Policies & Environments Reference

This page provides detailed information about all available policies and environments, including their configuration parameters (kwargs) for both model loading and inference.

Policies

OpenVLA

Description

OpenVLA (Open Vision-Language-Action) is a 7B parameter transformer-based vision-language-action model for robotic manipulation. It takes visual observations and natural language instructions as input and outputs robot actions.

Available Versions

7b - OpenVLA 7B parameter model (openvla/openvla-7b)
latest - Alias for the 7B model (default)

Container Image

maplerobotics/openvla:latest

Inputs

image - Visual observation (RGB image)
instruction - Natural language task instruction

Outputs

action - Predicted robot action vector (unnormalized to target space)

Model Load Parameters (model_load_kwargs)

OpenVLA uses standard model loading and does not require additional kwargs for loading.

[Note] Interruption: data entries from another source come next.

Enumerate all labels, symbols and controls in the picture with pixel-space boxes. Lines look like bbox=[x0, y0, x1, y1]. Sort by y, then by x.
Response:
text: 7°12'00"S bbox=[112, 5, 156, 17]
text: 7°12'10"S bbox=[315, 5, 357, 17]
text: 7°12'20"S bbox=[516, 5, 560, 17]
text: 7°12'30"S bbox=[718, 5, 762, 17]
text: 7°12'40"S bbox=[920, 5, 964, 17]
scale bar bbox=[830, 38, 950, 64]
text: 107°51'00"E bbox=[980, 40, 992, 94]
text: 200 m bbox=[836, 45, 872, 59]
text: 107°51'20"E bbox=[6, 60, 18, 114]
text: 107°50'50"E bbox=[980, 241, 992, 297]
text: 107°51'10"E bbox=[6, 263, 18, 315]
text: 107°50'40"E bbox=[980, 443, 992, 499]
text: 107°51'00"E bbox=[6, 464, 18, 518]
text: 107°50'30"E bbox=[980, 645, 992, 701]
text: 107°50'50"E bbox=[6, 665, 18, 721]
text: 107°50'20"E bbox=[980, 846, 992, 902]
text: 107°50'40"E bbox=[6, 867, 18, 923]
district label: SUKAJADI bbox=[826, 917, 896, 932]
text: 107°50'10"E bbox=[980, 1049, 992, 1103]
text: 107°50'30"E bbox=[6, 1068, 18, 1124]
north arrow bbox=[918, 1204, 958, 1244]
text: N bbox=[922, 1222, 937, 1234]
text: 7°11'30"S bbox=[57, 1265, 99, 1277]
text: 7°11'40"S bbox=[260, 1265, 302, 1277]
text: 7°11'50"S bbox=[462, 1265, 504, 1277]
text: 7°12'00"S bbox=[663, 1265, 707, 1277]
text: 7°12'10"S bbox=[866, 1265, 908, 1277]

Inference Parameters (model_kwargs)

Important Notes

unnorm_key is REQUIRED: OpenVLA outputs normalized actions that must be converted using dataset-specific statistics. Without unnormalization, the actions cannot be executed.
The unnorm_key must match the environment/dataset you’re evaluating on (e.g., use bridge_orig).

SmolVLA

Description

SmolVLA (Small Vision-Language-Action) is a compact vision-language-action model for robotic manipulation. It supports multi-modal observations including images and proprioceptive state, and directly outputs actions in the target space without requiring unnormalization.

Available Versions

libero - SmolVLA fine-tuned for LIBERO benchmark (HuggingFaceVLA/smolvla_libero)
base - Base SmolVLA trained on diverse datasets (lerobot/smolvla_base)

Container Image

maplerobotics/smolvla:latest

Inputs

image - Visual observation (RGB image, can include multiple camera views)
state - Proprioceptive robot state (joint positions, velocities, etc.)
instruction - Natural language task instruction

Outputs

action - Predicted robot action vector in target action space

Model Load Parameters (model_load_kwargs)

SmolVLA uses standard model loading and does not require additional kwargs for loading.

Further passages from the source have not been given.